Kioptrix 1 – First up

Diving in, my hope is to run through some of these Vulnhub instances and practice enumeration, exploitation (of course), and documentation. The goal is to begin the OSCP course in about a month, coinciding with graduation time. In the meantime I also want to develop some proto-scripts for scripting enumeration, so the focus on enumeration for me. And we’re starting with Kioptrix 1.

First off, netdiscover, match the MAC to the MAC in the ESXi settings, acquire IP

And then nmap. Keeping it simple, just an -sV.

Got some services and right off the bat we have some candidates. But let’s flesh it out and do some nikto:

I followed this up with a bunch of nmap scans that I won’t bother postiing pictures of. Basically, enumeration scripts, including http-enum and a few smb-enum-* scripts. None really gave much information.

Nikto showed us a few directories and two accessible webpages, one the default Apache webpage and one a php page named test.php that doesn’t appear to do much. Looking at rpcbind, I checked out a suggestion found online to look for rpcinfo and check for mounts. No joy, but a worthwhile effort:

After that we look at our candidates from the scans. First we have the Apache version. We also have OpenSSH, which we won’t really talk about since there does not seem to be a publicly available exploit for this version. Next we have port 139, which means netbios, which means Samba most likely. We’ll use enum4linux to pull some more info there:

It’s a lot of text, but if you dig in there you’ll find that we are dealing with Samba 2.2.1a. And exploit-db has a lot to say about our Samba version. I pulled the exploit from that link and compiled (gcc -o samba_sploit 10.c) and it ran without a hitch.

Apache is a little more intense. The code on exploit-db doesn’t compile as is. Luckily an industrious young hacker has provided steps for updating the code, however you’ll find that it still won’t compile, complaining a lot about SSL2. Turns out you will need to install libssl1.0-dev (look in the comments) as well, and it then compiled nicely.

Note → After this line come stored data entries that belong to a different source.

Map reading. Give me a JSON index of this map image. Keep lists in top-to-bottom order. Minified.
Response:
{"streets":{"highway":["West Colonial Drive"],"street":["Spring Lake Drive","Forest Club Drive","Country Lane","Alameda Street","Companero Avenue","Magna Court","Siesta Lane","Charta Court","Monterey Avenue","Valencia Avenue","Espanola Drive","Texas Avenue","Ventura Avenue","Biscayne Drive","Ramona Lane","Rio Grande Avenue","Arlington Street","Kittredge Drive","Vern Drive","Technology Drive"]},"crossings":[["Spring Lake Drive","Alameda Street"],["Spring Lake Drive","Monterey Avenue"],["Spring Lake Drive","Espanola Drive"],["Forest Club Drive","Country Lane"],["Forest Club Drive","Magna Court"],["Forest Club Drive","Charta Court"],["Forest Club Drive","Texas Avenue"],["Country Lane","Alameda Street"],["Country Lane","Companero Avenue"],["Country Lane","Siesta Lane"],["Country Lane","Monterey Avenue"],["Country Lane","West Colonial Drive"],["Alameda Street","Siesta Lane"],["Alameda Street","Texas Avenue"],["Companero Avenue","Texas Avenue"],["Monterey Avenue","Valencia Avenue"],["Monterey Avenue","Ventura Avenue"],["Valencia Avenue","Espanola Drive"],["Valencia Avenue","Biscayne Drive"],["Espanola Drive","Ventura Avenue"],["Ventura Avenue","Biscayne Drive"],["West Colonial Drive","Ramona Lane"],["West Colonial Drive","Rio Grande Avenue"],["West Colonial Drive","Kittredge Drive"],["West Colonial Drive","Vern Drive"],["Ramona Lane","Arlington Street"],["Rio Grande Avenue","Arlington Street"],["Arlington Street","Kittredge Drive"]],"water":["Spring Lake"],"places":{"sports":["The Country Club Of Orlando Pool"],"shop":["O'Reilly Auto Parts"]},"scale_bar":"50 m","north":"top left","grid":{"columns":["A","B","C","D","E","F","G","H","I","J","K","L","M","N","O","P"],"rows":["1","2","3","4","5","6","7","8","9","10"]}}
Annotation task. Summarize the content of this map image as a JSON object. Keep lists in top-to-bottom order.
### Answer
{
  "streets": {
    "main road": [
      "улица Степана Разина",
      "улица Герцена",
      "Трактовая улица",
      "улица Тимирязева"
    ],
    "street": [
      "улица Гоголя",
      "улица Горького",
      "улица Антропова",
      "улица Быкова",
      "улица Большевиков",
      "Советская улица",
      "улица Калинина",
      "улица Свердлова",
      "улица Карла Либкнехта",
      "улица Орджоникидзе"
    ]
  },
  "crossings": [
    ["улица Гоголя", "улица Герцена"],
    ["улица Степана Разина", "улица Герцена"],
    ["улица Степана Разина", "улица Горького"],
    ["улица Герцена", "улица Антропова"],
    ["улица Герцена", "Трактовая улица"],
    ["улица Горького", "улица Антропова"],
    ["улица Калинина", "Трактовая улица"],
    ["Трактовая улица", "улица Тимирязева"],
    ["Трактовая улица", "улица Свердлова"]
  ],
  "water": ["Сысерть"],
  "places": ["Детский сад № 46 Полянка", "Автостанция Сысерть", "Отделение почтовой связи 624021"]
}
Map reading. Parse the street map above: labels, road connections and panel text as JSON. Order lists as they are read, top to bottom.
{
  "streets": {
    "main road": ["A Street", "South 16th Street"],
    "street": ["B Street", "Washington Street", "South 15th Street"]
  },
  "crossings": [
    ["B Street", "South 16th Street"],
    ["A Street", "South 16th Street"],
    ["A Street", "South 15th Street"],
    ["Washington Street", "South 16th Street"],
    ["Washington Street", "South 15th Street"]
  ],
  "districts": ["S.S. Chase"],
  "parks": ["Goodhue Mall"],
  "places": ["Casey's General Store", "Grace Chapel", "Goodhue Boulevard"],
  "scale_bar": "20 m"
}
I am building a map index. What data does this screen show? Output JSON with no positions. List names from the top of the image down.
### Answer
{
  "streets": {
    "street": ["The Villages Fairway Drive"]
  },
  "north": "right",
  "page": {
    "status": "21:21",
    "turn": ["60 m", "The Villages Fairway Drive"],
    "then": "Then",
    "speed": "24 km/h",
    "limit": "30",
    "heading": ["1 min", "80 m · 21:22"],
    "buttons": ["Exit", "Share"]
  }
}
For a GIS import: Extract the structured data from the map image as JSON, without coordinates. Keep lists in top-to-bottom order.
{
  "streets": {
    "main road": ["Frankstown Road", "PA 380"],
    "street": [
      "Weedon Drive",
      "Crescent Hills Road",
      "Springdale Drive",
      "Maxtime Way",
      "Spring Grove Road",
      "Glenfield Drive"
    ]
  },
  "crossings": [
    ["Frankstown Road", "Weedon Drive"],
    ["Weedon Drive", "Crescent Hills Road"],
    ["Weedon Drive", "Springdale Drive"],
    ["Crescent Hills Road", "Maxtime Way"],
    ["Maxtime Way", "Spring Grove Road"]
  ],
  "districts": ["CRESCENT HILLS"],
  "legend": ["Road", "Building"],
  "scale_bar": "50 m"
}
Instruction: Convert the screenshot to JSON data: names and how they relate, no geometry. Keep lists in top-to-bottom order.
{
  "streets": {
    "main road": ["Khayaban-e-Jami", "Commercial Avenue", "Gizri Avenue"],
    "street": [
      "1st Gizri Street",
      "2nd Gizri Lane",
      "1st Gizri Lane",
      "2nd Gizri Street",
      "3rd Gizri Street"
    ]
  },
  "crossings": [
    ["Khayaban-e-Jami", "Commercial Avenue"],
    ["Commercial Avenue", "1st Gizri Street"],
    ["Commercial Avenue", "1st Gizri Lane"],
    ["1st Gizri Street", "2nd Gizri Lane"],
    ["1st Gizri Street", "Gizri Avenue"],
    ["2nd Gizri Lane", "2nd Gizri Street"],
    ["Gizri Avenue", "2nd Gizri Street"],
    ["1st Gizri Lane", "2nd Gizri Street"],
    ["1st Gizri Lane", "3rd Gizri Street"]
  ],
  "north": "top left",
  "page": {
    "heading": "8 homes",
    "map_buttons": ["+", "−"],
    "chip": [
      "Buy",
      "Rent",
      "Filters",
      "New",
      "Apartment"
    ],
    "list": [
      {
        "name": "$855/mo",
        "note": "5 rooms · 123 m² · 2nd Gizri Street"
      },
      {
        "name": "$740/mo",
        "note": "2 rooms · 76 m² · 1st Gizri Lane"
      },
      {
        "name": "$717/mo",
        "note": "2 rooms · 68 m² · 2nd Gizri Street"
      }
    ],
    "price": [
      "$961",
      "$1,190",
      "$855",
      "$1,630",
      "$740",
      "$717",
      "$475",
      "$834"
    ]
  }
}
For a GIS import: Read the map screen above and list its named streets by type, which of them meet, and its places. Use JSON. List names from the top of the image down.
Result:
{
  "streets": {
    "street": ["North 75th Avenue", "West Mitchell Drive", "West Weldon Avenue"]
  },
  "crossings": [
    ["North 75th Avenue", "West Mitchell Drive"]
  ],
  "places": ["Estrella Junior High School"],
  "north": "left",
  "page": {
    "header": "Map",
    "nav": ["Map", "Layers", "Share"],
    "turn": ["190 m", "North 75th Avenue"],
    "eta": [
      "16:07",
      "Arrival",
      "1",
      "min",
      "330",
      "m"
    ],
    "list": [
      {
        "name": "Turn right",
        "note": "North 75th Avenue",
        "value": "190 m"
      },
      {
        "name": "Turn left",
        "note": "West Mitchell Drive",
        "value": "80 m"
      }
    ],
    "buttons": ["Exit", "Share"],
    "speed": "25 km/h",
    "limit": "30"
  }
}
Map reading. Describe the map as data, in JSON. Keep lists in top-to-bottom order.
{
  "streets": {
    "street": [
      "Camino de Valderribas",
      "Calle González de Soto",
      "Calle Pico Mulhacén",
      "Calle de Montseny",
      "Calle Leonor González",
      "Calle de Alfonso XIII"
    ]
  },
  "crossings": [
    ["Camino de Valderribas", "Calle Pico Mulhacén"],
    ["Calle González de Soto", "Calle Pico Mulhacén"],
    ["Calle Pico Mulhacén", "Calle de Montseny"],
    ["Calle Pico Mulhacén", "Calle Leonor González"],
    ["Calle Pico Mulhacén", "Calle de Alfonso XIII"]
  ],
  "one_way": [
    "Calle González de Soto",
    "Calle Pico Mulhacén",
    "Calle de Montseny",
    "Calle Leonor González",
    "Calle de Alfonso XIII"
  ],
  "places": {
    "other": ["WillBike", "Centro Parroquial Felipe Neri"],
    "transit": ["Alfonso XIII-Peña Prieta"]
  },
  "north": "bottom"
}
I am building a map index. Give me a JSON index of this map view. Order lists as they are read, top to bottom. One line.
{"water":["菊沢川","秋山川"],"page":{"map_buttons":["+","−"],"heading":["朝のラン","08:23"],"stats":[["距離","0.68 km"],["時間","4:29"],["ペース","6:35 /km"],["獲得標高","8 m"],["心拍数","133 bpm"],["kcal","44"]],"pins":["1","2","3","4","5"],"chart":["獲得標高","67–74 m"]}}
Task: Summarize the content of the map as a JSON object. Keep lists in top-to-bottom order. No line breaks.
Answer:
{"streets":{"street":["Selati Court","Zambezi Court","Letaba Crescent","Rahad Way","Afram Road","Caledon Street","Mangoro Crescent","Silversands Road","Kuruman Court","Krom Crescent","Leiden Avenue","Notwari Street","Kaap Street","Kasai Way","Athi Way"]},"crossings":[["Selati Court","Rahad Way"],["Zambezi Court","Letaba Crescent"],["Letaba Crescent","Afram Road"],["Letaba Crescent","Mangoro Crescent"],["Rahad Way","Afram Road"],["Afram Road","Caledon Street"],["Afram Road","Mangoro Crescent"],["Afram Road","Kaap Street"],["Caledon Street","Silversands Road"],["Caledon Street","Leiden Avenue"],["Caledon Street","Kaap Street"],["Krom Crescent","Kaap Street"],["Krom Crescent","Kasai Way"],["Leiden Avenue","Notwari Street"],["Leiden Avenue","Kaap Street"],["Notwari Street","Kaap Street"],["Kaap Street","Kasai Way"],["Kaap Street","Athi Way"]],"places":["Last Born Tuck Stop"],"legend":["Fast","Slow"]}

Running OpenFuck -h you get a long list of potential targets. Look for our Apache versions on the list (ignore the OS versions) and try them one by one. Process of elimination yields us this:

Nicely. Lessons learned: don’t give up if the exploit isn’t working, took a while to find the answer on the Apache vuln here. Also wish I had done a better job documenting. My intent is to get to the point that I am doing it in the OSCP format so I’ll be ready. Next up: Kioptrix 2.